** Problem to solve **
Tally every line of the material where "PARSONS" occurs, then write the total by itself.

** Data section **
★ ★ ★ ★ ★

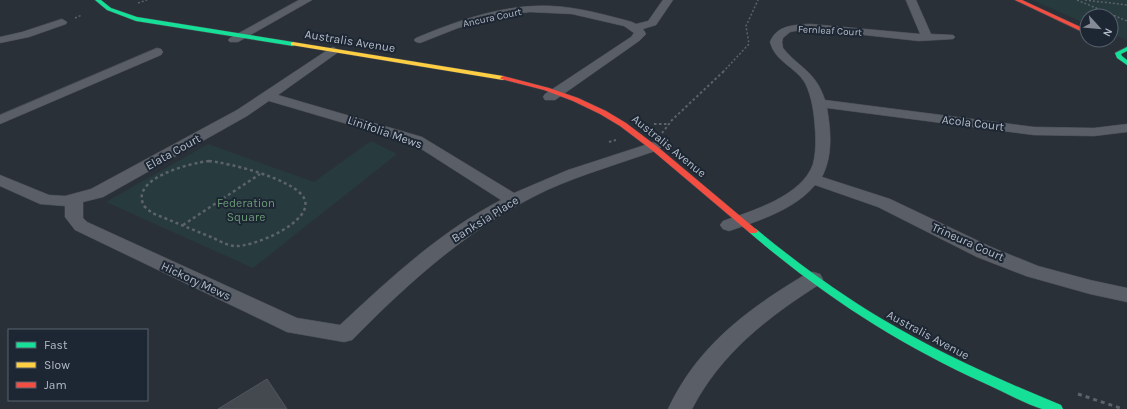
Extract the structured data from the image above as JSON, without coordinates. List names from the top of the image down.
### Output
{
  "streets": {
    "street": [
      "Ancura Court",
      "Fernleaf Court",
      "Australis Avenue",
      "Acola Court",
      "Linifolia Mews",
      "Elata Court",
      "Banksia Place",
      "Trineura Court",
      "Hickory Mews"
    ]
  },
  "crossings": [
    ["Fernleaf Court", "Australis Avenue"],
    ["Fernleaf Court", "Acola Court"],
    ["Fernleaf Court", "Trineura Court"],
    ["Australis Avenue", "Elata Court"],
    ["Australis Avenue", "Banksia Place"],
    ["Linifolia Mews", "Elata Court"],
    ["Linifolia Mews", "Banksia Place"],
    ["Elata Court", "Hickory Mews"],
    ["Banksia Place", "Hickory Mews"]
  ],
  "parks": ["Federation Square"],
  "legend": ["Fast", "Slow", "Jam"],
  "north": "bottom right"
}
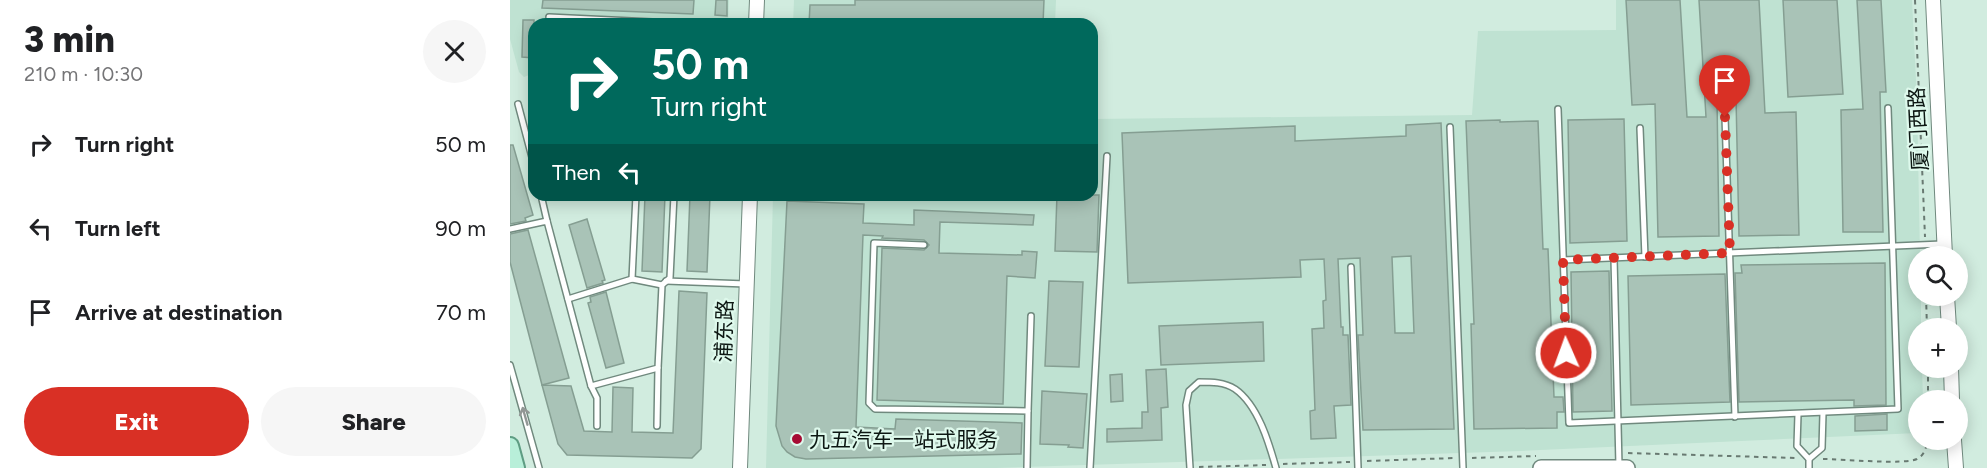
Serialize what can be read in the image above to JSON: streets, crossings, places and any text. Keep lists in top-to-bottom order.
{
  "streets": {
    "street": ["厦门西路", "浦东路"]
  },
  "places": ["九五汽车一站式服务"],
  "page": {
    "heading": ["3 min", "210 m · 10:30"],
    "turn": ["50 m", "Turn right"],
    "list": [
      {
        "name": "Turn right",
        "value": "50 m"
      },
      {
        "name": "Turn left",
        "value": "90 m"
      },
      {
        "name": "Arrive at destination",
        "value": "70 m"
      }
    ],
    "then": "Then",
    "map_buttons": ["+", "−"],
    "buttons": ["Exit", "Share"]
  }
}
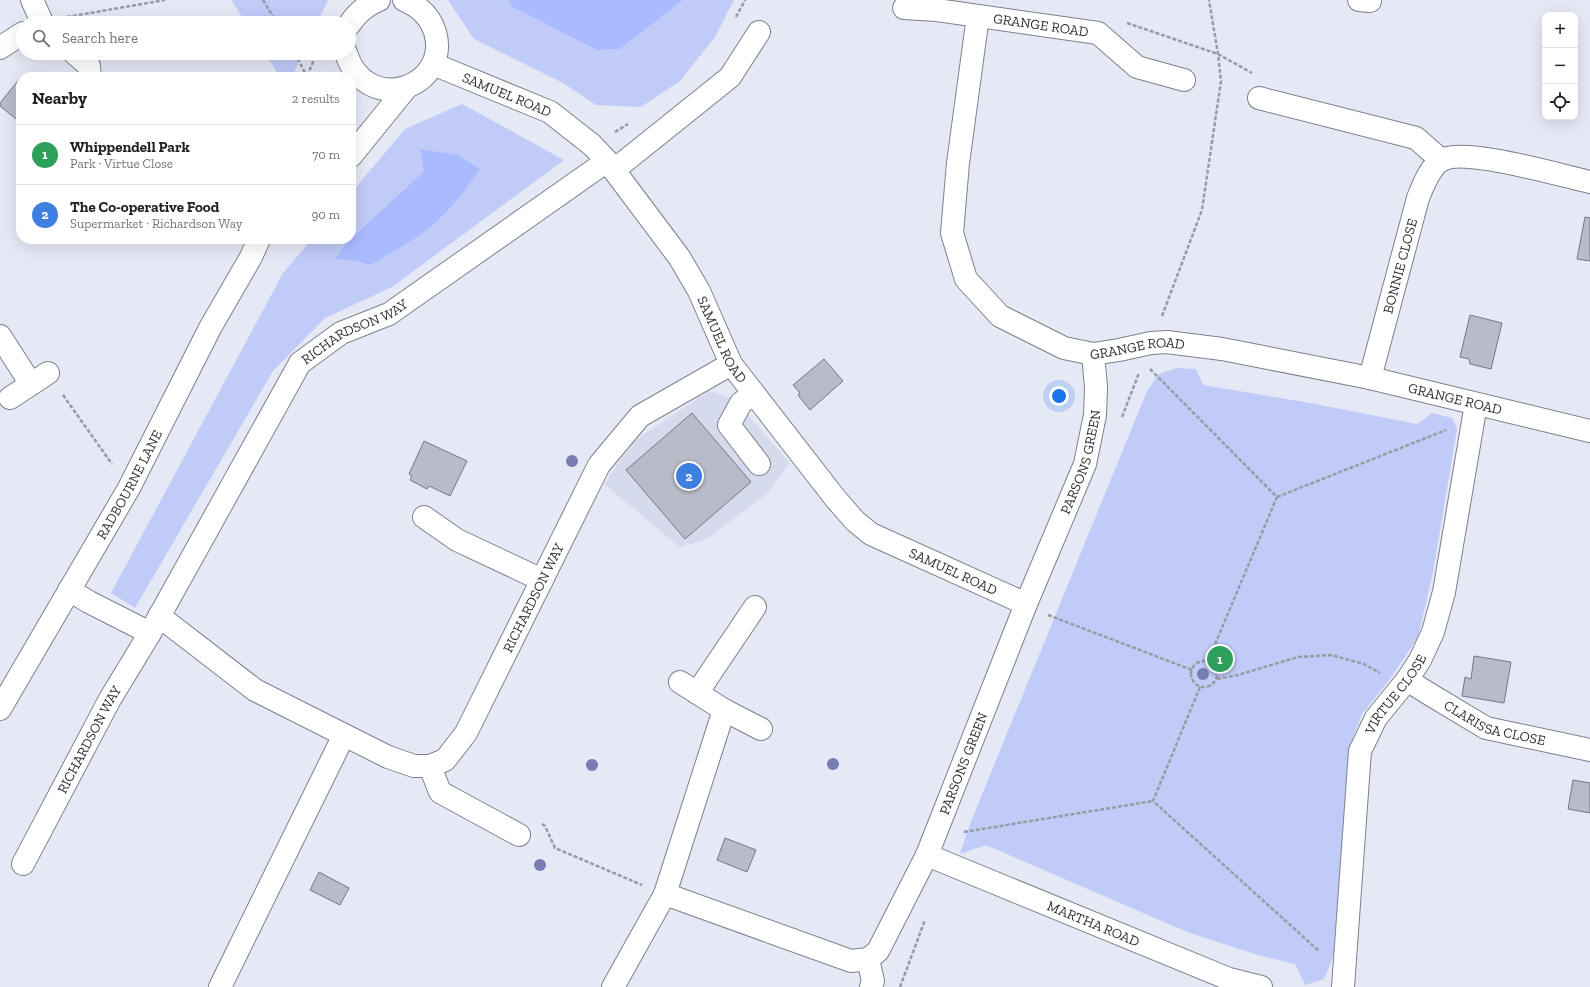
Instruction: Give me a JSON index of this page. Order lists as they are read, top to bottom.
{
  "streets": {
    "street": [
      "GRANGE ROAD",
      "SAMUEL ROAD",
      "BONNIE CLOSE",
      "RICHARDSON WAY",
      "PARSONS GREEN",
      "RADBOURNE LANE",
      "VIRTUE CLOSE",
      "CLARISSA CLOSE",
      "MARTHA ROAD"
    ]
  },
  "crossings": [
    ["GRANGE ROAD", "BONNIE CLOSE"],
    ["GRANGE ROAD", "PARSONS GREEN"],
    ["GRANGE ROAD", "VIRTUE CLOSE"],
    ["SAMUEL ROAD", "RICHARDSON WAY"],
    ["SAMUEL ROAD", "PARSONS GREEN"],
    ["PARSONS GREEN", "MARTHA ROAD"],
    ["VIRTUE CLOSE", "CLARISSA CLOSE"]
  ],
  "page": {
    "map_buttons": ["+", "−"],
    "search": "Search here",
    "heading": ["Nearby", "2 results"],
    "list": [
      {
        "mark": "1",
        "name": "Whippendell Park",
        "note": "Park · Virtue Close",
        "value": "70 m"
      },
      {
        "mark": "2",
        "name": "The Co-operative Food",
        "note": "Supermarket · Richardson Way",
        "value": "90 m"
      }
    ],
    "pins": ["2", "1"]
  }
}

★ ★ ★ ★ ★

** Output of the exercise **
4